Please could you give again the lines from the one holding "<div><p>ペース</p" through the final line of the data below, exactly, with no other lines?

SUPPLIED DATA Block Start

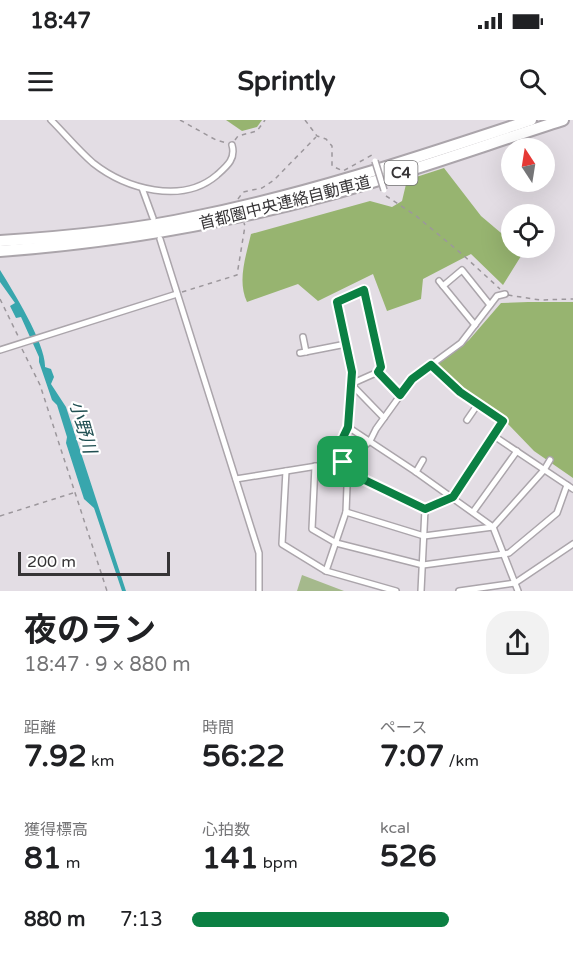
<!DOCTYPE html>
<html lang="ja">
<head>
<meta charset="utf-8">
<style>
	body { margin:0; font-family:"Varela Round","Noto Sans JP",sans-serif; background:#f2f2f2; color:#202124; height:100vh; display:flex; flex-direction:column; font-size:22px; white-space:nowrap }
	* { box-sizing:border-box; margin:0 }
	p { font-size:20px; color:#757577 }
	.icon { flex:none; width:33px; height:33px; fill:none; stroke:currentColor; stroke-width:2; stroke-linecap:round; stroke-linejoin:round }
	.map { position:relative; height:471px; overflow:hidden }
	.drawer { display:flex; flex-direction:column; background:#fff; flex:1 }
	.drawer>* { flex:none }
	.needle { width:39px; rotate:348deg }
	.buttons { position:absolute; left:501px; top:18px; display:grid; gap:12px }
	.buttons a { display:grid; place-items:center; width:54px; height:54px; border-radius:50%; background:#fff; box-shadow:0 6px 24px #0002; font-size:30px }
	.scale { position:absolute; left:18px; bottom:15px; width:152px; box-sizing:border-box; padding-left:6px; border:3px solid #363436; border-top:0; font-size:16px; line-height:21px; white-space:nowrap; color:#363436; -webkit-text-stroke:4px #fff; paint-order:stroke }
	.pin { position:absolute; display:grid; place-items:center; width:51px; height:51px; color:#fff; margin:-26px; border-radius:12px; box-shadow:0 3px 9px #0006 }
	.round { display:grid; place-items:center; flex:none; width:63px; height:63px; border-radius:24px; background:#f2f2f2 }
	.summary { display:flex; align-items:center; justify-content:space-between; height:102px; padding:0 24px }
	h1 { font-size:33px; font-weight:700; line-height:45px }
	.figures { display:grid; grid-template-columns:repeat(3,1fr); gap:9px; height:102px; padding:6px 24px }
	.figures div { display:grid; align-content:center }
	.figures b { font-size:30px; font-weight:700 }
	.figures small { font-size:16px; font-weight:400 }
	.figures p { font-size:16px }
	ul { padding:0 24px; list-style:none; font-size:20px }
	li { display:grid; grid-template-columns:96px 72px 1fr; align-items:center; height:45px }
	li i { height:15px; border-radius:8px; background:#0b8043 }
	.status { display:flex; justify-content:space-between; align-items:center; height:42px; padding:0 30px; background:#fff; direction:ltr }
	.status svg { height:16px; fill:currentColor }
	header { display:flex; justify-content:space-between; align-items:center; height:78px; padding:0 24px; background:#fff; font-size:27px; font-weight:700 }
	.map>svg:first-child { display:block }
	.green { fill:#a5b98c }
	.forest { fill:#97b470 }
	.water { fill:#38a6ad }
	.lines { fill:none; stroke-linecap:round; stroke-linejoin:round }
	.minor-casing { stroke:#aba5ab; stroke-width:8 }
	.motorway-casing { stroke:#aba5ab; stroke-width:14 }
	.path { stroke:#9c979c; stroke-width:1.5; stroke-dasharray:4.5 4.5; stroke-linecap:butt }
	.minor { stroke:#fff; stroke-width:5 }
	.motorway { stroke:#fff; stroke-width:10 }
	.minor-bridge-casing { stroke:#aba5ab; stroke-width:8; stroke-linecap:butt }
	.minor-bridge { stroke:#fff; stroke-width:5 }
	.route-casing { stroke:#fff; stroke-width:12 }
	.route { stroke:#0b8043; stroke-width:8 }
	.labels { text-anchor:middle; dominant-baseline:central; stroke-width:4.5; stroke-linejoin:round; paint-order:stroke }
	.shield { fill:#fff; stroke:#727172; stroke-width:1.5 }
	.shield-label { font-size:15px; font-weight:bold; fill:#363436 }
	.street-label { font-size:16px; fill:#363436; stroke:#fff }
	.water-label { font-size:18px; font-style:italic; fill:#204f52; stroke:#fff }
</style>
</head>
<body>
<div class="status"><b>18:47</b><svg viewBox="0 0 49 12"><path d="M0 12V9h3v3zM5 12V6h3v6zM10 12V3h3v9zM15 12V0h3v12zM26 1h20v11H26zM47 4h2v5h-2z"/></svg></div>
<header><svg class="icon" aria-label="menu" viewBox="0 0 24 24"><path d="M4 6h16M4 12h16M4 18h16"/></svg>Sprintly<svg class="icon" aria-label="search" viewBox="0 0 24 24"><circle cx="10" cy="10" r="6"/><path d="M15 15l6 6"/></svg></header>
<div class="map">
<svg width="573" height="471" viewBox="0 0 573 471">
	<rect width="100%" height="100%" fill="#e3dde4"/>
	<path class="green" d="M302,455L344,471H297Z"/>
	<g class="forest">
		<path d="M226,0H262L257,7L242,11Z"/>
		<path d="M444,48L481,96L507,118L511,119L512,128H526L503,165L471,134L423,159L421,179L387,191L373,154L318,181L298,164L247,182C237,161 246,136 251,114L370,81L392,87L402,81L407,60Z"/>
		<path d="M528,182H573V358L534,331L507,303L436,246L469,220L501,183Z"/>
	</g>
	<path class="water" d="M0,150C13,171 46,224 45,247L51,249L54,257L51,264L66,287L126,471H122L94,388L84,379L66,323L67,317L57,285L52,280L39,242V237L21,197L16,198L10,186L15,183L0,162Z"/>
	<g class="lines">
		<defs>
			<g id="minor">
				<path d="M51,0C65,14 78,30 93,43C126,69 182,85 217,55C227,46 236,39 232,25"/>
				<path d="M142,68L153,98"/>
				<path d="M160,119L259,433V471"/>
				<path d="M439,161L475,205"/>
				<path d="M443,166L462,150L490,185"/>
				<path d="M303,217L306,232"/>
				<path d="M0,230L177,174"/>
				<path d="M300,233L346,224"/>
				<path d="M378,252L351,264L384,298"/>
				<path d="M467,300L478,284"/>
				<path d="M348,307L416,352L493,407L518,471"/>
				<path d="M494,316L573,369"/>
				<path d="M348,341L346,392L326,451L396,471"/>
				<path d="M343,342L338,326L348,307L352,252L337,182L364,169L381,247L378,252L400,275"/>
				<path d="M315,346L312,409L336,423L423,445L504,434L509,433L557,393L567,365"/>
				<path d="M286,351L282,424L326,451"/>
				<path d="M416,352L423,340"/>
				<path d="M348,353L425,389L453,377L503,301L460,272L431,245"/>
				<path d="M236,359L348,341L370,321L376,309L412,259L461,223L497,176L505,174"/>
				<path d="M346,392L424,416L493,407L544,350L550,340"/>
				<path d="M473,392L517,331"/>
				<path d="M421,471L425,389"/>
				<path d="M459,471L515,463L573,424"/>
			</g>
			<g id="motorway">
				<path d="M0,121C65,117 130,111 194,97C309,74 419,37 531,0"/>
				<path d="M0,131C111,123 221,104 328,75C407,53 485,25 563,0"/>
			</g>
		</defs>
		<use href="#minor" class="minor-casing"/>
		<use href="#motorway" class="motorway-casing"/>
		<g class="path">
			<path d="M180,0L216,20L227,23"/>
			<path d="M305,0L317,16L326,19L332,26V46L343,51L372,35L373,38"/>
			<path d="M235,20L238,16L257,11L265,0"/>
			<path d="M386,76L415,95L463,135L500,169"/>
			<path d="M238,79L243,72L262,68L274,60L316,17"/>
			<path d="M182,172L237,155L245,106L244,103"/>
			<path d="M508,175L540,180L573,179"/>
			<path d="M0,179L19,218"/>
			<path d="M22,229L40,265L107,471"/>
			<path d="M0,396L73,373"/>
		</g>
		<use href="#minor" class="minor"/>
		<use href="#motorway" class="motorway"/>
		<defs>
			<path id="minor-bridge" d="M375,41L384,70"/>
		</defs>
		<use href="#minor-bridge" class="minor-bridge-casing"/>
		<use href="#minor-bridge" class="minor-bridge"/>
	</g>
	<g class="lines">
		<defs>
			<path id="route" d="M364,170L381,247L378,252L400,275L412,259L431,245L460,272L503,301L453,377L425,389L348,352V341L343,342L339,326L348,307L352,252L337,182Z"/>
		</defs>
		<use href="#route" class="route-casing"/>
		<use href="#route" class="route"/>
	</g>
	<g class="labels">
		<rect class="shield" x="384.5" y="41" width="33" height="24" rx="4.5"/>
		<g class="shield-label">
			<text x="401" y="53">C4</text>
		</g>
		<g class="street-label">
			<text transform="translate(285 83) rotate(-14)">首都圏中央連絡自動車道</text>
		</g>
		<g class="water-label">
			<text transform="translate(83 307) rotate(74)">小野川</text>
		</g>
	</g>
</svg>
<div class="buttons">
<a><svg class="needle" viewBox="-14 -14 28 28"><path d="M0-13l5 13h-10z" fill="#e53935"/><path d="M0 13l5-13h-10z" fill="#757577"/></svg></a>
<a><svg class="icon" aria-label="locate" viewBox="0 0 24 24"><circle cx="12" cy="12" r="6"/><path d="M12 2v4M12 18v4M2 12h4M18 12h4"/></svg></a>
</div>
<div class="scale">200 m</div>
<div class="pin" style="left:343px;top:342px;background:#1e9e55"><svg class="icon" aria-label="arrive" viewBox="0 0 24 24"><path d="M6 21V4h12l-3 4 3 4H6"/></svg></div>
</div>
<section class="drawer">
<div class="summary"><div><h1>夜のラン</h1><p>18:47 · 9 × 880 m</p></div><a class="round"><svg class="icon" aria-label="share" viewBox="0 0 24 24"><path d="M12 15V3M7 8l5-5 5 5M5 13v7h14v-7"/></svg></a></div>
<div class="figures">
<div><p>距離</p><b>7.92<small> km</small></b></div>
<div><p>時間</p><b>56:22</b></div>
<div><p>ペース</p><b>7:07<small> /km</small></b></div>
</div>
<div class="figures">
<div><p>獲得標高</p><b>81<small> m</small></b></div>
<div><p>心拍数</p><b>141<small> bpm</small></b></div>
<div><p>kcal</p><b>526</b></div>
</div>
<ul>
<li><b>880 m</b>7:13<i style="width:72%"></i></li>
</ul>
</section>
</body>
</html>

SUPPLIED DATA Block End

• _RESULT BELOW_:
<div><p>ペース</p><b>7:07<small> /km</small></b></div>
</div>
<div class="figures">
<div><p>獲得標高</p><b>81<small> m</small></b></div>
<div><p>心拍数</p><b>141<small> bpm</small></b></div>
<div><p>kcal</p><b>526</b></div>
</div>
<ul>
<li><b>880 m</b>7:13<i style="width:72%"></i></li>
</ul>
</section>
</body>
</html>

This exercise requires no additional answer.